A red and black autumn | When war lurks

Marc Ménard brings back his character of Stan, protagonist ofA red and black autumnwith this new novel that is quite short, but very effective.

It was gloomy and rather hopeless, Stanislas’ life in the previous novel. We find him some time later, in the winter of 1937, wandering the gray and wet streets of a snowless Montreal. The political atmosphere is still divided and tense. On the one hand, the communists and their sympathizers, including young Stan even if he refuses to affiliate with a political party, who hope in particular to improve the conditions of workers in the dress industry – of which Thérèse is a member, his sister, with whom he lives – thanks to the advent of a union. On the other, the rise of fascists – in Spain, but also in Quebec, with the rise of Adrien Arcand’s National Social Christian Party.

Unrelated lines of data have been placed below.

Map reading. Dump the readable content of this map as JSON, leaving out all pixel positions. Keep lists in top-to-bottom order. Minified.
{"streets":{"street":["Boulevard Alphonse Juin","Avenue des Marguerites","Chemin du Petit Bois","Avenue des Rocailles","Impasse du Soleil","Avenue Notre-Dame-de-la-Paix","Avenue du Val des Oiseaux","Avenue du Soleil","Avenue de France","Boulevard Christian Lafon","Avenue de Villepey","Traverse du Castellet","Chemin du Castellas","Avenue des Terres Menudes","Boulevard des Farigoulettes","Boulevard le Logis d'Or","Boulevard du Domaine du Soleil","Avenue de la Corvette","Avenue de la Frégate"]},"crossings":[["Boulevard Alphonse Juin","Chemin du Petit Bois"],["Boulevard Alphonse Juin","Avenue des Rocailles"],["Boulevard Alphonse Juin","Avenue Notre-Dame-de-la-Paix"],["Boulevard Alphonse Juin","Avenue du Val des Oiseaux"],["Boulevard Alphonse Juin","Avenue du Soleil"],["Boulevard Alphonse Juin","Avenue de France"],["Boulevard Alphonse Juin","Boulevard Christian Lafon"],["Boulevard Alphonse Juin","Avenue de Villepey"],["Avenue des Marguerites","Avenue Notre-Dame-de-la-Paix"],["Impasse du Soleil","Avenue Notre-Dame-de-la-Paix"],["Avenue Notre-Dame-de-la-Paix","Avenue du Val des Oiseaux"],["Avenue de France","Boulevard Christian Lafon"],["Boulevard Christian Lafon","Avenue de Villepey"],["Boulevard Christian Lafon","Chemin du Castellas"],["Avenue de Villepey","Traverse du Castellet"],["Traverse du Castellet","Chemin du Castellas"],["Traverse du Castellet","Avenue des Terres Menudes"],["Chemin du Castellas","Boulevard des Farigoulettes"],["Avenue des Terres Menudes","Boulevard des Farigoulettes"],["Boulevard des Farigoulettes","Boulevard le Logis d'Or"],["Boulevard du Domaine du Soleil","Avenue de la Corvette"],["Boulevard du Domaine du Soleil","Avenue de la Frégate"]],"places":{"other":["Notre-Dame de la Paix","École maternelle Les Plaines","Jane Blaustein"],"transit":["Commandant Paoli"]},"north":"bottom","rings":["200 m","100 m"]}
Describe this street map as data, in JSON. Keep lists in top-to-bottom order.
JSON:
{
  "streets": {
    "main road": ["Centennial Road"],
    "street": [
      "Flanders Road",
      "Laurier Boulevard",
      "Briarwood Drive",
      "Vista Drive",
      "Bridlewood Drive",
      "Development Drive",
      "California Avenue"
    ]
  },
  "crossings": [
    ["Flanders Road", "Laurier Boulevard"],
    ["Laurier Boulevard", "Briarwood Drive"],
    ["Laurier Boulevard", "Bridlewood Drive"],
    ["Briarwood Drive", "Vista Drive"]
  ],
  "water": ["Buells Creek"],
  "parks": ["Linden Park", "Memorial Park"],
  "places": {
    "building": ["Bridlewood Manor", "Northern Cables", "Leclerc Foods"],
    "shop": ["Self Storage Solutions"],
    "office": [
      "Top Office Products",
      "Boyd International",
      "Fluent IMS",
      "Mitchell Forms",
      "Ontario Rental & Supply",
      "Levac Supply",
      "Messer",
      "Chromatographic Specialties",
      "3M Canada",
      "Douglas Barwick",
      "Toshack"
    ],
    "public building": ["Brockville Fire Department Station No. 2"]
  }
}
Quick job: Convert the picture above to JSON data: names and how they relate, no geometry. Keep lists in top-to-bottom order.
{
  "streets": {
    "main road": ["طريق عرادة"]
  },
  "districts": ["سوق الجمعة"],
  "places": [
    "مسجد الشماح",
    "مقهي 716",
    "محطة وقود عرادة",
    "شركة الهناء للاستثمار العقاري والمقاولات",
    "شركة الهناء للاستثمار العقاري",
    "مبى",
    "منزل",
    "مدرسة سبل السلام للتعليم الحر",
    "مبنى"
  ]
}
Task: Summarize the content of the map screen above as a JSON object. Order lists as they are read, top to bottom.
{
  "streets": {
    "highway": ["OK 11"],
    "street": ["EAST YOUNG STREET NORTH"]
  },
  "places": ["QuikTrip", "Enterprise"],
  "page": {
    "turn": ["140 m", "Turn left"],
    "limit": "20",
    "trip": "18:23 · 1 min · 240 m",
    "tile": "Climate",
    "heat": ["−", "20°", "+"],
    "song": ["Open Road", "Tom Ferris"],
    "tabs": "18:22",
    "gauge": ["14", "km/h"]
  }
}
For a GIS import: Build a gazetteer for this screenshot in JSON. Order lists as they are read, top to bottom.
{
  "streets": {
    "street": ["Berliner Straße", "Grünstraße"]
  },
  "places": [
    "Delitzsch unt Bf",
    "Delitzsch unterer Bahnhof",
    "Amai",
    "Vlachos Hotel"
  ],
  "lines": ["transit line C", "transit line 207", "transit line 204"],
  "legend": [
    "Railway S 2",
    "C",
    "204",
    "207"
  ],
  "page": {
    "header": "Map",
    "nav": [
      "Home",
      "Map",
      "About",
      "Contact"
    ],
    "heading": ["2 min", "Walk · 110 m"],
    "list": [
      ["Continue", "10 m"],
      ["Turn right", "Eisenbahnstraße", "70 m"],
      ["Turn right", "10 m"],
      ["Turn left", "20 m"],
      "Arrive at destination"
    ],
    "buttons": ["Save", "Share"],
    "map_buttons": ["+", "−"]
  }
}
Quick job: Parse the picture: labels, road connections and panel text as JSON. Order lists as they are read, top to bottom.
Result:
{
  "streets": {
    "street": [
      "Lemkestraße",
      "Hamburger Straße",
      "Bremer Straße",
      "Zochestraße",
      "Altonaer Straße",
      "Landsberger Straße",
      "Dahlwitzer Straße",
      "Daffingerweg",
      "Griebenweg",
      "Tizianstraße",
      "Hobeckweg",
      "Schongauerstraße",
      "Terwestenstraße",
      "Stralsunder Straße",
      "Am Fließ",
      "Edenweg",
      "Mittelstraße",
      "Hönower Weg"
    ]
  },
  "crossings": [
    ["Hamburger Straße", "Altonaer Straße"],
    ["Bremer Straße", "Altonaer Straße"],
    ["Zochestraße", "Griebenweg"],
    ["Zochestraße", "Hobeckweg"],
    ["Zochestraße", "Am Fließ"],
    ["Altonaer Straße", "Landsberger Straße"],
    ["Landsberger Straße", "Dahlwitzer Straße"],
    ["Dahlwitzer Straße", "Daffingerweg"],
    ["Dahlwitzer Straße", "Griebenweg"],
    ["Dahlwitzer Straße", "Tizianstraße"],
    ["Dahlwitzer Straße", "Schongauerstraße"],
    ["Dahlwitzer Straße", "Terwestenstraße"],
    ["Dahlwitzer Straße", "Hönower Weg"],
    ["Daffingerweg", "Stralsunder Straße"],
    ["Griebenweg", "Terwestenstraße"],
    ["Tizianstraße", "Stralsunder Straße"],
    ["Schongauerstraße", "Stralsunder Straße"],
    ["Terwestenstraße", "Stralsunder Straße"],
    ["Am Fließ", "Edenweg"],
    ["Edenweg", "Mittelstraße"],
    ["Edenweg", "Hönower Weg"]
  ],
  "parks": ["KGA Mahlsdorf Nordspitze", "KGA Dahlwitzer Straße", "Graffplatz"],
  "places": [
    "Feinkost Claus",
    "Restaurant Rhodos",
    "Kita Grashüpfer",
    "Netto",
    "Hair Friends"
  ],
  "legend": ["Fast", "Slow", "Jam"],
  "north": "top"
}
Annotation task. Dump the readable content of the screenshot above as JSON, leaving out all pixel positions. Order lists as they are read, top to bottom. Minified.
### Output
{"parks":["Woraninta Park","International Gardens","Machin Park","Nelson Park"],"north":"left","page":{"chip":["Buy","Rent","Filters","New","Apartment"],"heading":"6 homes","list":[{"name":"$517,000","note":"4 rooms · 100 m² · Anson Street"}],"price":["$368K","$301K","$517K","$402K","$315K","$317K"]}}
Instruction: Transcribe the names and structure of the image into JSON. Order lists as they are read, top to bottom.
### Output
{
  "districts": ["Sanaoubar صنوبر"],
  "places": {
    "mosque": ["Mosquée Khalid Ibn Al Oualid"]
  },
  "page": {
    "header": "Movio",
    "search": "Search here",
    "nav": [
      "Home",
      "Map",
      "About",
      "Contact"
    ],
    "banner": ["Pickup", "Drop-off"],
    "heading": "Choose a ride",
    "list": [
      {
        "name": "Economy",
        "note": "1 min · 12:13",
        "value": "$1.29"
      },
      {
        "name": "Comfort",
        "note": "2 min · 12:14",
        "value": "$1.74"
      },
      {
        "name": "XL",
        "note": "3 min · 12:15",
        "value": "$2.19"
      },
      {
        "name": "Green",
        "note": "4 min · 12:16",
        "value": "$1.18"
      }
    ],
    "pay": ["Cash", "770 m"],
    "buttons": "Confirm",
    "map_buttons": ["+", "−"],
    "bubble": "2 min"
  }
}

Rejected by his beautiful Alice, but having found a job in a printing shop, Stan seeks his place in a changing society, where the values ​​of yesterday clash with other, more modern ones, like those that Hélène introduces him to. , a libertine painter. Wanting to change things in his own way, he will be caught in his own game by wanting to expose the shenanigans of anti-Semitic conspirators.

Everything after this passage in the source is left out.